Hm, "beliebt" sind meine Kinder nicht, weil sie schlau sind - obwohl mein Sohn gleichzeitig recht bescheiden ist und zwar weiß, was er kann, aber nicht lauthals damit hausieren geht. Ich würde sagen, sie sind beliebt (meine Tochter etwas mehr als mein Sohn, einfach, weil sie etwas lebendiger und extrovertierter ist), weil sie so sind, wie sie sind und dazu stehen. Bei meinem Sohn war es eine Zeit lang so, dass er - wieder verunsichert durch eine inkompetente Lehrerin - Zweifel daran hatte, ob er so, wie er ist, mit seinem Rechentalent und seiner Schusseligkeit, denn "richtig" wäre. Bei seinen Klassenkameraden war er damit immer akzeptiert, aber er hatte in der ersten und zweiten Klasse eine Mathe-Kuh, die ihm weismachen wolle, man könne nicht bis in den negativen Zahlenraum subtrahieren, was mein Sohn selbständig entdeckt hatte. So was verunsichert Kinder natürlich, aber das war wieder nicht die "Institution" Schule oder das Bildungssystem an sich, sondern eine einzelne Person, die Probleme mit sich selbst und der Arbeit mit Kindern hatte.

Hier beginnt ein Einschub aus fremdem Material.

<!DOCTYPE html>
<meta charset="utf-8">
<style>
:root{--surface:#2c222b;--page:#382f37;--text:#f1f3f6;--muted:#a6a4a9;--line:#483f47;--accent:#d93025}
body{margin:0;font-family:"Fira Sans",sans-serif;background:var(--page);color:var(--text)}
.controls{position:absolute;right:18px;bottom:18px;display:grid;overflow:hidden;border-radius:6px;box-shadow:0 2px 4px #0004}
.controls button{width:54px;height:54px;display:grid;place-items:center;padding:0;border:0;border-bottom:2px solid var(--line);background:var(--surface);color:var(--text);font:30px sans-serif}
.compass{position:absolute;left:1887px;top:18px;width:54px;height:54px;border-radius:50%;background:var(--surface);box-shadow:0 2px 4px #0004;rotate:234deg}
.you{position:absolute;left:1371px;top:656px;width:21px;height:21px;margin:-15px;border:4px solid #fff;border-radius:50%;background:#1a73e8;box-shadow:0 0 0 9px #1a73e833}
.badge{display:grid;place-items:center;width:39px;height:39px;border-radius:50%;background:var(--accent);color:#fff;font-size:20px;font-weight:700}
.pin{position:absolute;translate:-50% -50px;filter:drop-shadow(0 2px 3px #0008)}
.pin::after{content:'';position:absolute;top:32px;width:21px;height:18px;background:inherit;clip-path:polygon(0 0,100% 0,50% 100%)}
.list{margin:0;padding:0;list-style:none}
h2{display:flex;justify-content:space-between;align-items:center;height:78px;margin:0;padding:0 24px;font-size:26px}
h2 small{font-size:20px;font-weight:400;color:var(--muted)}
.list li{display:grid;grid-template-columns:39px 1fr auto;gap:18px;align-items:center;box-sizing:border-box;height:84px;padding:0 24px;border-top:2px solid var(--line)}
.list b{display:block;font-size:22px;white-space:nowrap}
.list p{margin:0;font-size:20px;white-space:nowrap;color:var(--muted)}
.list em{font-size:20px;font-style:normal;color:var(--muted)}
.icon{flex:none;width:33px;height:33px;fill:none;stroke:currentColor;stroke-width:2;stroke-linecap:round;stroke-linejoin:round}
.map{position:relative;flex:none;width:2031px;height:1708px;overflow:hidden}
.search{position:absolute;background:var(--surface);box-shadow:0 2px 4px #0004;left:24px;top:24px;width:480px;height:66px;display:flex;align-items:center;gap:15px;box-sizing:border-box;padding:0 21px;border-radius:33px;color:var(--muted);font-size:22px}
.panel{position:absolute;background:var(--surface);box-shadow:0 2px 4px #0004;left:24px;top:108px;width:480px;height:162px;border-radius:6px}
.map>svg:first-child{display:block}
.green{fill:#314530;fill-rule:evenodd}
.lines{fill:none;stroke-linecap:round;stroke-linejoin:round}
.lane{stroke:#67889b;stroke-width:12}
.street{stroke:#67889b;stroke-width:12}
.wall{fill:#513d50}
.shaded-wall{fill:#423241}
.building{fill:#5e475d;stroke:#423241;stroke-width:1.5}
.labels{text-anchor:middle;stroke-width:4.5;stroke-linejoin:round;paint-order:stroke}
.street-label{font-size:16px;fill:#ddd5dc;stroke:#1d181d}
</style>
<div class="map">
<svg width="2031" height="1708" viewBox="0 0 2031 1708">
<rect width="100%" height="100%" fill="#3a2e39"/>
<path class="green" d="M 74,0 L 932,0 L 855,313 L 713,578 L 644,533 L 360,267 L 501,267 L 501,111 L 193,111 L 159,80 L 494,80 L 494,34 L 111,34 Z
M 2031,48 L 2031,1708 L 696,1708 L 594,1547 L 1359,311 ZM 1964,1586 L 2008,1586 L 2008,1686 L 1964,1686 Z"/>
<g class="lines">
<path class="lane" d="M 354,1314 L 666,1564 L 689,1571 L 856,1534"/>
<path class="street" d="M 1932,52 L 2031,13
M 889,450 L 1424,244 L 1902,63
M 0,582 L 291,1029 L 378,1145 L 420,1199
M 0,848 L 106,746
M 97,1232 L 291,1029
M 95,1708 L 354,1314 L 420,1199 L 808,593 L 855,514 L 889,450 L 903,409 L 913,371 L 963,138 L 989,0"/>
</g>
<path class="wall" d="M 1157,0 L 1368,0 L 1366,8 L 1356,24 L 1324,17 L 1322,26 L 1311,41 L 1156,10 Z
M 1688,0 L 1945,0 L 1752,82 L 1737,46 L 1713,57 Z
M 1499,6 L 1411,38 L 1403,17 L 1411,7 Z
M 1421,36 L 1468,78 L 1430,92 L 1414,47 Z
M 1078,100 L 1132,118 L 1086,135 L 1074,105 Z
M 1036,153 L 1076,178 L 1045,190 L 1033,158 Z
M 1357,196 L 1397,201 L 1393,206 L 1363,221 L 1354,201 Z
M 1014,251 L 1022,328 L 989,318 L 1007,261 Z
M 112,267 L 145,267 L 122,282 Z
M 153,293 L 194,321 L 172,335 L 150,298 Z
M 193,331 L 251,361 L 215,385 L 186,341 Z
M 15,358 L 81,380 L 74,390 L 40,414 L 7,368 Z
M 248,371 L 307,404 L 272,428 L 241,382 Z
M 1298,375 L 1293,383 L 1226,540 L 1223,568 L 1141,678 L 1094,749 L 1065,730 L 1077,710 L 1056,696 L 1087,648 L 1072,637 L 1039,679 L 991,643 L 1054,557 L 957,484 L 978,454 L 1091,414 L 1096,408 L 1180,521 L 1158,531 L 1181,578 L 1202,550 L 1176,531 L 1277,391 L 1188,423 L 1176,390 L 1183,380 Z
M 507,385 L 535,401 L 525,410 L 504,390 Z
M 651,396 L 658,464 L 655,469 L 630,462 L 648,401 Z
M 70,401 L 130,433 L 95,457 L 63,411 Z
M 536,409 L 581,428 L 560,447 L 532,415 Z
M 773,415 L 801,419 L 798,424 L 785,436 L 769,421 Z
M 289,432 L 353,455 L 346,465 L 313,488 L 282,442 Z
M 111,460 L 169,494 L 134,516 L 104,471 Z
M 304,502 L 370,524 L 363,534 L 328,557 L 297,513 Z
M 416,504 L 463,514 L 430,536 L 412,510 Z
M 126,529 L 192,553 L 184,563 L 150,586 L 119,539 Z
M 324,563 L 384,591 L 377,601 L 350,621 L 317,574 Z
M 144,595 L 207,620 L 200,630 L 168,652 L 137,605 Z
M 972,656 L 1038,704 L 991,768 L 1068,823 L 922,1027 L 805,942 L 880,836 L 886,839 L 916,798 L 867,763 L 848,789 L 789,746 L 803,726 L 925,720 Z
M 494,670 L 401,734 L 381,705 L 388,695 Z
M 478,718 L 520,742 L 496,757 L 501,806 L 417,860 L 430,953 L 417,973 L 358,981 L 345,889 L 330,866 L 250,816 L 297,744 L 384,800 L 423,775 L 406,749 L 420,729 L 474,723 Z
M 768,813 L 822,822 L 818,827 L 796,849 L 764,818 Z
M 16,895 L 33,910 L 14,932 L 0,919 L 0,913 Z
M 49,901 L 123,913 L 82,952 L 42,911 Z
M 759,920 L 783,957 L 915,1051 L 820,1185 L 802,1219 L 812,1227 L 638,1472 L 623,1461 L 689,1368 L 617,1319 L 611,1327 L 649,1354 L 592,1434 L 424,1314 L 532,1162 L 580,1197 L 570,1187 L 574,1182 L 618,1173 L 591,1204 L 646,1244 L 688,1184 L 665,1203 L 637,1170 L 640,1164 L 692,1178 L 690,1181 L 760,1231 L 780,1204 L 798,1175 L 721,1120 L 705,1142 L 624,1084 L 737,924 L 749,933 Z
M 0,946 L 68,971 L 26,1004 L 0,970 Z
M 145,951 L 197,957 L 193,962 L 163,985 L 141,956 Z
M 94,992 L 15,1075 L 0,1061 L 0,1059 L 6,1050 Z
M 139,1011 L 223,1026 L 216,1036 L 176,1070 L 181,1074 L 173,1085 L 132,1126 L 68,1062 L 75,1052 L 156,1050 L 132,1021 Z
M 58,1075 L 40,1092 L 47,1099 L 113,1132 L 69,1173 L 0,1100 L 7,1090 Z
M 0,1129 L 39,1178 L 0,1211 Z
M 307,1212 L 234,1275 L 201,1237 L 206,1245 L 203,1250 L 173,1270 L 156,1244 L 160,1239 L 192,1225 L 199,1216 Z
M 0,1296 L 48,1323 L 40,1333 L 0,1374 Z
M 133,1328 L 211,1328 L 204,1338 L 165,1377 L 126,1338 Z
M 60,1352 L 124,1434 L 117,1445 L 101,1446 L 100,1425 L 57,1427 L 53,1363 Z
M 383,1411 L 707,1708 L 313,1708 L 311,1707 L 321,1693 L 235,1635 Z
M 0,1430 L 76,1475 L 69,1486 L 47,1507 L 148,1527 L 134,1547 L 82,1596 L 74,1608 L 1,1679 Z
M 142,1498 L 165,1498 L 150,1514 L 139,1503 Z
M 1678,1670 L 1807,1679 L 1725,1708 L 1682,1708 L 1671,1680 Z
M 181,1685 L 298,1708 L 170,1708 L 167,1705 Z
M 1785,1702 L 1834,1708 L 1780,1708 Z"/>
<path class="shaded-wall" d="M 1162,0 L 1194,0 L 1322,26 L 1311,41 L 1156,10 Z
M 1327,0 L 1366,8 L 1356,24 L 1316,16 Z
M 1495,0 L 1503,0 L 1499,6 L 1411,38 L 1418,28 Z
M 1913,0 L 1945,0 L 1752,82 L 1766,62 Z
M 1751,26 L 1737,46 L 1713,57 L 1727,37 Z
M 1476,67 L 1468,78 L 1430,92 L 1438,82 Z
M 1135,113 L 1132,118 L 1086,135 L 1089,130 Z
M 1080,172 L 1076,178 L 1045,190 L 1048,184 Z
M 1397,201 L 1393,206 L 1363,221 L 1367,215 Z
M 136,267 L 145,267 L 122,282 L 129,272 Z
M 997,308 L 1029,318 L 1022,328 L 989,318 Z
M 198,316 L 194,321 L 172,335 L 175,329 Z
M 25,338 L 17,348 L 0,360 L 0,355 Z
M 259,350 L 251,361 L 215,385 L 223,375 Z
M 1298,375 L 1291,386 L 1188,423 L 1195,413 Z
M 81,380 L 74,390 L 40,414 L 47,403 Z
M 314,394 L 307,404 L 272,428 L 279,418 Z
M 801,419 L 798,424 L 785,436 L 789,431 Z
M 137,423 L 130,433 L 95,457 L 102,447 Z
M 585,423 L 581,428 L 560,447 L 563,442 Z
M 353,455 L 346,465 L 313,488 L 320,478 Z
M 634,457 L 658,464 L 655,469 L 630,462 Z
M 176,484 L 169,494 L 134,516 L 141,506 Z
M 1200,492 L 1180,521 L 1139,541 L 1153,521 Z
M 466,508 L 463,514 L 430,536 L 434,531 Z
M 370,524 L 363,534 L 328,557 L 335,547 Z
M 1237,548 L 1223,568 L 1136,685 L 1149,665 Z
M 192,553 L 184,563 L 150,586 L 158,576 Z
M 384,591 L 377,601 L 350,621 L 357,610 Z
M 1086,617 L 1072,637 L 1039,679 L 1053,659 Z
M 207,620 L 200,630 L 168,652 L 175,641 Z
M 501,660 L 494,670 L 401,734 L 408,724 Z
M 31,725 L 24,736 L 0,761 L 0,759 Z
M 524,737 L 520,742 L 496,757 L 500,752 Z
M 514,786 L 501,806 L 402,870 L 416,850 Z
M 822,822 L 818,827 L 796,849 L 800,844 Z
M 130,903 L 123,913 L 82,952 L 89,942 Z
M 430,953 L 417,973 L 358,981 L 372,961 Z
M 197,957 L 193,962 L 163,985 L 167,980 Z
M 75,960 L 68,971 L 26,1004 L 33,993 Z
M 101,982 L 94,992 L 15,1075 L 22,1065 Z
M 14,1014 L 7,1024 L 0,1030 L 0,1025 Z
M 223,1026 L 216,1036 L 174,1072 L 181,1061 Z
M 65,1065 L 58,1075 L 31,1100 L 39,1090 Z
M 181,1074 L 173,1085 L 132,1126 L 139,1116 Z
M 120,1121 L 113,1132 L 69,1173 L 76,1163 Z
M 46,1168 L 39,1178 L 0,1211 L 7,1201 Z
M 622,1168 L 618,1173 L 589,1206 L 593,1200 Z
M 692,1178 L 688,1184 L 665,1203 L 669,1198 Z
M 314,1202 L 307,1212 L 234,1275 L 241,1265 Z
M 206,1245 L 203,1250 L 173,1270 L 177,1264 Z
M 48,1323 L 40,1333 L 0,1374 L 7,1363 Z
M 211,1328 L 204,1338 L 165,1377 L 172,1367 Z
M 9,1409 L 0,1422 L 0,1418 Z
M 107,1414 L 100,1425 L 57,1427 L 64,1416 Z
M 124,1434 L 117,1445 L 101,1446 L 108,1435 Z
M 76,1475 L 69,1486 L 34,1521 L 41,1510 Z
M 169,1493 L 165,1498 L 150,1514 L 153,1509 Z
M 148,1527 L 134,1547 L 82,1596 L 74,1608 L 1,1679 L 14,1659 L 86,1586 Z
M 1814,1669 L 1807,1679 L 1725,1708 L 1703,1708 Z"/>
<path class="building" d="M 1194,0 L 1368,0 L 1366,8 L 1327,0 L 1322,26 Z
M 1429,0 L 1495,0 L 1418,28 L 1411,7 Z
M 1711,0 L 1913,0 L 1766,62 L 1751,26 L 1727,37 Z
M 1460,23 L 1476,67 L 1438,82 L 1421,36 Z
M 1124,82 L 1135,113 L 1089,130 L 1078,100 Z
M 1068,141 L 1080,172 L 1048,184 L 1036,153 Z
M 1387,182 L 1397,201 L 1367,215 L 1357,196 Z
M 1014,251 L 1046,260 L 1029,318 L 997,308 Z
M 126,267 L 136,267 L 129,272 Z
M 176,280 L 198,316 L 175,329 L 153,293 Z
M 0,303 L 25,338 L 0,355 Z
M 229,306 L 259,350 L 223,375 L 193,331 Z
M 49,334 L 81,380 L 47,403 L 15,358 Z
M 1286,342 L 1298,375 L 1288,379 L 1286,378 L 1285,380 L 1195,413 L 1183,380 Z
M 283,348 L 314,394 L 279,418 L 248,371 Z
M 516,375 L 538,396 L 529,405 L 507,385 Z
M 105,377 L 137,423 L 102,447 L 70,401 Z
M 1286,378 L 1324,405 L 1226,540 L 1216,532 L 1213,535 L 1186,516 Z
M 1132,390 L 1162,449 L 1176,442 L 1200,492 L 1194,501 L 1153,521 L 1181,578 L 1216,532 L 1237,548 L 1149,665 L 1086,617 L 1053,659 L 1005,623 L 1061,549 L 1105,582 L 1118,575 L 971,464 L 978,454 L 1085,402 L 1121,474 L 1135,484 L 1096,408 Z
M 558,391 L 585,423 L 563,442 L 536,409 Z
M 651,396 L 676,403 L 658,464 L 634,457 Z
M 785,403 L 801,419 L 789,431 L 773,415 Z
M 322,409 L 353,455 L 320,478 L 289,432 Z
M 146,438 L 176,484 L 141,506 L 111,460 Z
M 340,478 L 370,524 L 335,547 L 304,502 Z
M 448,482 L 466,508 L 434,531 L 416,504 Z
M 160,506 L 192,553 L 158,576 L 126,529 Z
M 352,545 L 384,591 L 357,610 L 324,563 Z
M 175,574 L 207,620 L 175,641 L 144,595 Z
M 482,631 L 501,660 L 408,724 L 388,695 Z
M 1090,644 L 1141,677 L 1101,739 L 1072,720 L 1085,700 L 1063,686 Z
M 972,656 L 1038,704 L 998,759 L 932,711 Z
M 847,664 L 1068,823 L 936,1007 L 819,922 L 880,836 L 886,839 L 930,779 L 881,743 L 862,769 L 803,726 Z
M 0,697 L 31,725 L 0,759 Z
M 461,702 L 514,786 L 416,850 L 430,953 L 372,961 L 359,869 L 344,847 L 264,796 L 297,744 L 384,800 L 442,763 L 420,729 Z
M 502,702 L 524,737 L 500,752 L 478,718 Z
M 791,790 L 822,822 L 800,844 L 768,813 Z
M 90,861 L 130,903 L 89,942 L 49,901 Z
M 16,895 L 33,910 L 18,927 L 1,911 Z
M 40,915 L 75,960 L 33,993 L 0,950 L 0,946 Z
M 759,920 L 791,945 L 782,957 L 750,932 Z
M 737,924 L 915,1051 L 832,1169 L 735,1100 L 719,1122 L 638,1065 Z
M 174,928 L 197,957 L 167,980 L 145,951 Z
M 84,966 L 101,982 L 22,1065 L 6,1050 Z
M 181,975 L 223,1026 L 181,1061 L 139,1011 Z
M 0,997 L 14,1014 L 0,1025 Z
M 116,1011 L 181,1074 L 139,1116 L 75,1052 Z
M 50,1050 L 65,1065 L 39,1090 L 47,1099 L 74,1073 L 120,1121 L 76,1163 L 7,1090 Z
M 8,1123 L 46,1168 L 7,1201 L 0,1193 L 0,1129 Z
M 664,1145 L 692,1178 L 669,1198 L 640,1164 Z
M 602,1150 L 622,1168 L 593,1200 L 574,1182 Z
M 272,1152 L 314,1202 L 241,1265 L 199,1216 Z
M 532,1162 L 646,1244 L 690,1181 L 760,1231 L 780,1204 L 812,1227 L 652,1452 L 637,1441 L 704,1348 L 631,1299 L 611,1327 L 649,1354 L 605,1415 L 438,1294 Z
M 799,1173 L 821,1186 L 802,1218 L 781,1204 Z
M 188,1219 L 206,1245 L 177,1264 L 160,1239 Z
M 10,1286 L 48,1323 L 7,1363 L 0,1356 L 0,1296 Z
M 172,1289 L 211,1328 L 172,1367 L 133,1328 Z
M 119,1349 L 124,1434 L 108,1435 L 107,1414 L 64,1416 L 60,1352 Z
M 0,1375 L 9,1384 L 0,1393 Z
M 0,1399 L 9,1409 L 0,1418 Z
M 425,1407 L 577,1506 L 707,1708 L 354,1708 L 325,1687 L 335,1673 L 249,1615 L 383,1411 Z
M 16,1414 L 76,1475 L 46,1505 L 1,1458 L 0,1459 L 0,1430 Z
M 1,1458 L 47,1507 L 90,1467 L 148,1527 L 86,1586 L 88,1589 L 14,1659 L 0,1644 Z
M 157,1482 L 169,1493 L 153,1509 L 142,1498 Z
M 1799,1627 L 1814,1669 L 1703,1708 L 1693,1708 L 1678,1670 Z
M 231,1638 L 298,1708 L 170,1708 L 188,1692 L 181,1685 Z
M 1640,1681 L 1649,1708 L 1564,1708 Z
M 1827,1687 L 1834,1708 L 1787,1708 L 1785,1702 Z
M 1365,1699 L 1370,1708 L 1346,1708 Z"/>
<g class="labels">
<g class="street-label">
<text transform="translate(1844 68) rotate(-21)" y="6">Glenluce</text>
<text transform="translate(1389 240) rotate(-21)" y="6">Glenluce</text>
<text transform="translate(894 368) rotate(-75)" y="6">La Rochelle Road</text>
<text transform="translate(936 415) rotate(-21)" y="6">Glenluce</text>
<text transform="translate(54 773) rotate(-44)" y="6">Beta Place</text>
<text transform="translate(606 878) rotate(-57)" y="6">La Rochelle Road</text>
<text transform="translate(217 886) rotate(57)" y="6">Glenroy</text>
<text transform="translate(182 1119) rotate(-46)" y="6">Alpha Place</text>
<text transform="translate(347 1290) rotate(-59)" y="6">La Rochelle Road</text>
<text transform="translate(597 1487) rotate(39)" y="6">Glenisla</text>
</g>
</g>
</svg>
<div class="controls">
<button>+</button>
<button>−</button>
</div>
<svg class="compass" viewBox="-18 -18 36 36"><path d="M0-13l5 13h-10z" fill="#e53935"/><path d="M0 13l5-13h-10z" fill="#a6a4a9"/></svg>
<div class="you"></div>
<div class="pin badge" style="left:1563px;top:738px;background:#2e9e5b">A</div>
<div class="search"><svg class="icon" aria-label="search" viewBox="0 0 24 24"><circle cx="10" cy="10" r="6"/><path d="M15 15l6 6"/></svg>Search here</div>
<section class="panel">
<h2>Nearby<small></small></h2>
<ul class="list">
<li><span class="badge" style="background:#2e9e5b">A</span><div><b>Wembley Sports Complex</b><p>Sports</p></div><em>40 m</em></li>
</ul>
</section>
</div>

"Ich bin vielleicht ein Spinner....;-)
Aber ich spinne gerne! Ein Glück vielleicht, dass ich meine Spinnereien nicht umsetzen darf...;-) Naja, für Dich zumindest...."

Sei doch nicht immer gleich beleidigt, ich habe dich nicht als "Spinnerin" abgetan. Du bist immer gleich so melodramatisch. Ich finde es auch GUT, sich mit diesen Themen auseinanderzusetzen, aber ich mag mich trotzdem nicht an die Argumentationen eines Films anhängen, der mir zu undifferenziert erscheint, nur weil das ein renommierter und bekannter Filmemacher publiziert hat. Ich erlaube mir nämlich auch mein Recht auf meine eigene Meinung, genau wie du natürlich deine haben darfst. Ich habe mich vorher und auch in diesem Thread ein paar Mal gefragt, warum wir wohl so aneinander vorbei reden. a) Hängt es sicher damit zusammen, dass ich fast 10 Jahre älter bin als du und meine Kinder älter sind - da verschiebt sich die Wahrnehmung und die Perspektive doch noch mal deutlich, und ich bin erheblich entspannter geworden, seit ich sehe, dass aus meinen Kindern offenkundg doch "was geworden ist", auch wenn ich immer sehr viele Zweifel und Selbstzweifel hatte. Und b) hängt es wohl auch damit zusammen, dass meine Ehrfurcht vor "Koryphäen", insbesondere solchen, die in den Massenmedien publizieren, sichtlich geschwunden ist, seit ich ein paar solcher Leute persönlich kenne und weiß, dass sie eben auch nur mit Wasser kochen und eine sehr begrenzte "Datenlage" haben, wie mein Mann das ausdrücken würde. Deshalb entscheide ich inzwischen selbst ganz gern, welcher "Ideologie" ich hinterherlaufen mag und welche für mich nur nach "wieder die gleiche Sau durchs Dorf getrieben wie schon unter Rousseau, nur diesmal im neuen Gewand" aussieht.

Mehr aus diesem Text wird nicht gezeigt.